Brayan’s Gold’ being a novella, I don’t want to give any more of the story away. Suffice to say, it’s as a good a read, with plenty of action and adventure as well as another look at Arlen’s keen sense of justice. There might also be another encounter with One Arm, the rock demon he cripples in ‘The Warded Man’. As an introduction to ‘The Demon Cycle’, the novella works well. Arlen is an engaging hero. I enjoyed the chance revisit his character, seeing as he changes so much after his apprenticeship. ‘Brayan’s Gold’ is the perfect episode to remind us just who Arlen is.

Each story in this volume is prefaced by an introduction. In introducing ‘The Great Bazaar’, Brett explains how writing a novel is as much about what you leave out as what you put in. In a story spanning fourteen years, this is particularly important. Arlen, Leesha and Rojer’s journeys to adulthood are an important part of ‘The Warded Man’, but not every day, month or year needs to be accounted for. In skipping much of Arlen’s time as a messenger, Brett was better able to show the contrast of who he became. Still, those years were obviously filled with great stories and authors love nothing more than telling stories.

In ‘The Warded Man’, finding the lost city of Anoch Sun is a turning point for Arlen. ‘The Great Bazaar’ is the story of how he got the map. Maybe. Abban has given Arlen the map to a deserted hamlet and a promise any pottery he finds there will bring a great price. Arlen does find the pottery but also a type of demon he has not encountered before. Upon his return to Krasia, Arlen takes Abban to task for this and he effects surprise that Arlen has never heard of this particular type of demon. In recompense, they agree on a new exchange: a book of wards for the demons plaguing the desert and a map of the location of the fabled city of Anoch Sun. Obtaining this book and map are not a matter of simple barter, however.

What makes this short novella worth the read is the opportunity to spend more time with Abban, the merchant Arlen befriends in Fort Krasia. The scenes from his point of view offer a unique insight to a culture that obviously fascinates the author as much as it does Arlen. There is also plenty of excitement. I flipped through the pages in less than an hour and immediately moved on to the other two stories included in this volume, which are both deleted scenes from ‘The Warded Man’. Brett’s notes detail the reasons they were cut and his excitement at finally being able to share them.
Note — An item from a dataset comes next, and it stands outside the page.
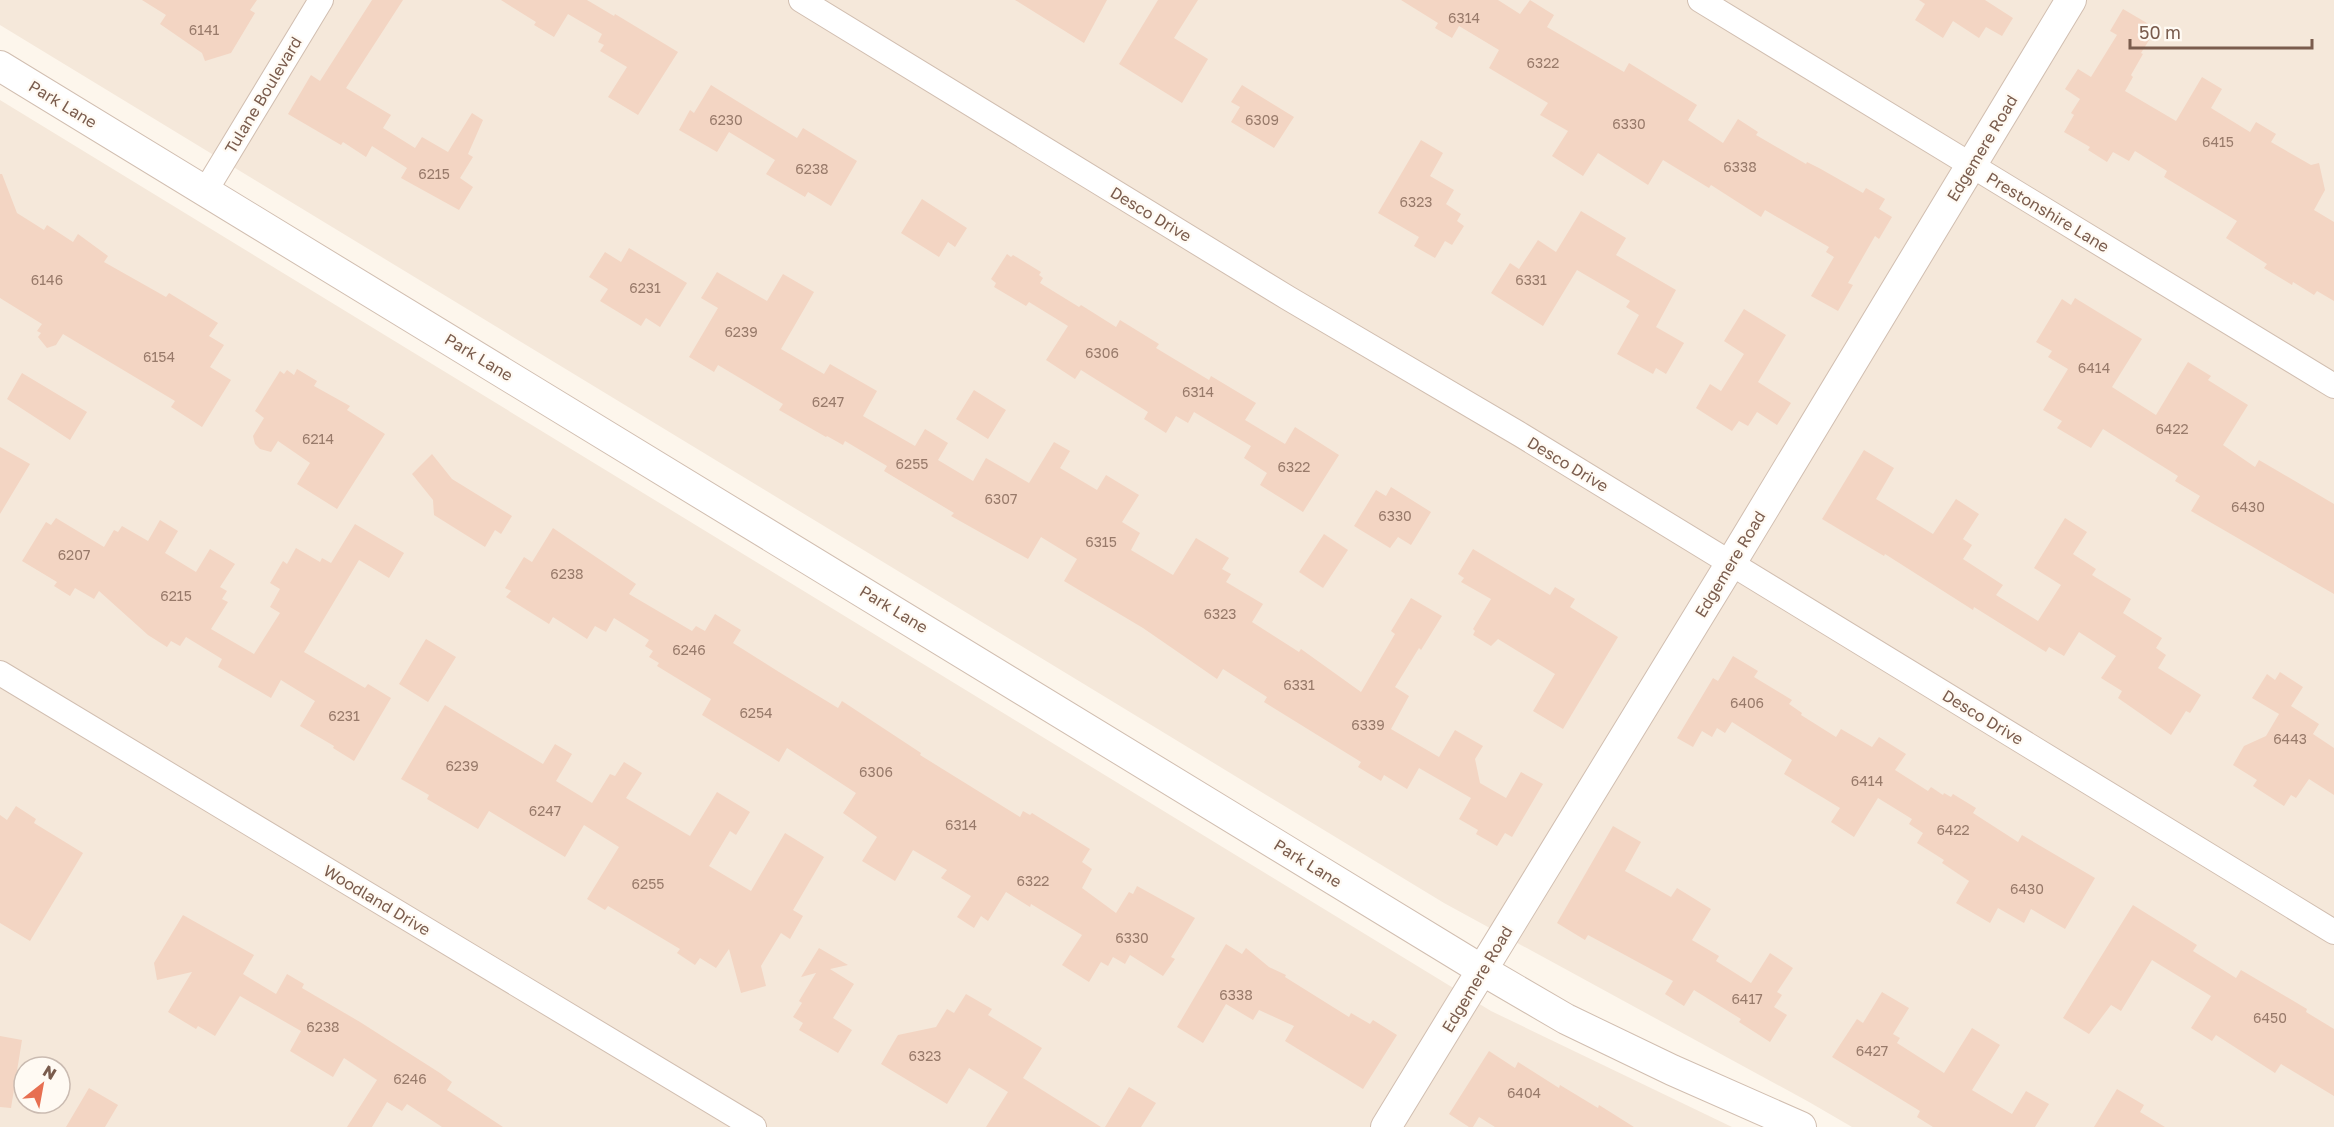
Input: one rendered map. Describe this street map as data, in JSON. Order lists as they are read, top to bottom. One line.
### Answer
{"streets":{"street":["Tulane Boulevard","Park Lane","Edgemere Road","Prestonshire Lane","Desco Drive","Woodland Drive"]},"crossings":[["Tulane Boulevard","Park Lane"],["Park Lane","Edgemere Road"],["Edgemere Road","Prestonshire Lane"],["Edgemere Road","Desco Drive"]],"house_numbers":["6314","6141","6322","6230","6309","6330","6415","6338","6238","6215","6323","6146","6331","6231","6239","6306","6154","6414","6314","6247","6422","6214","6255","6322","6307","6430","6330","6315","6207","6238","6215","6323","6246","6331","6406","6254","6231","6339","6443","6239","6306","6414","6247","6314","6422","6322","6255","6430","6330","6338","6417","6450","6238","6427","6323","6246","6404"],"scale_bar":"50 m","north":"top right"}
The Great Bazaar And Brayan’s Gold’ is rounded out by a Krasnian Dictionary – useful in preparing the reader for the next book in ‘The Demon Cycle’, ‘The Desert Spear’ – and an illustrated guide to many of the Wards.

While this collection of stories may serve as an introduction to ‘The Demon Cycle’, I do think they’ll be more appreciated by fans. For me, they bridge the gap nicely between the first and second books of the series, even if the stories are all set during the time period covered by ‘The Warded Man’. I hope Peter V. Brett is inspired to write more short adventures for Arlen and his companions.

Kelly Jensen

July 2015

(pub: Tachyon. 186 page small enlarged paperback. Price: $14.95 (US). ISBN: 978-1-61696-197-8

pub: HarperCollins. 128 page hardback. £10.99 (UK) ISBN: 978-0-00749-253-4)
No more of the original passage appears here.